- _Problem requirements_:
Where a line in the records below contains the string "their", tally it; give only the final number.

- _Data supplied_:

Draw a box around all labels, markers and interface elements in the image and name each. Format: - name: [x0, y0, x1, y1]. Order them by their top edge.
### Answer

...

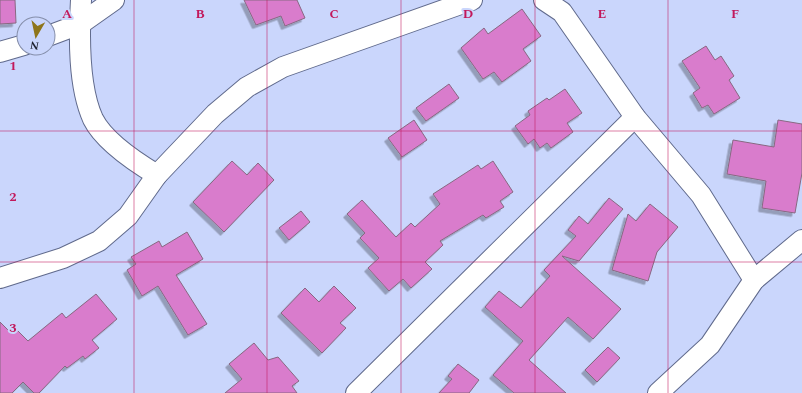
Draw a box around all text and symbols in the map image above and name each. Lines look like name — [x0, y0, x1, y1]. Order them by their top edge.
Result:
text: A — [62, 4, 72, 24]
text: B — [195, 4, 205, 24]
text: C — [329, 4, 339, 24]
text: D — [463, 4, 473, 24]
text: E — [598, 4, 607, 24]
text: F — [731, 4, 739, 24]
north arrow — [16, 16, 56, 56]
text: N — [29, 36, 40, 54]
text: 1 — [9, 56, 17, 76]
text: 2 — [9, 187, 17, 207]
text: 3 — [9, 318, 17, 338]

- _Solution to this problem_:
2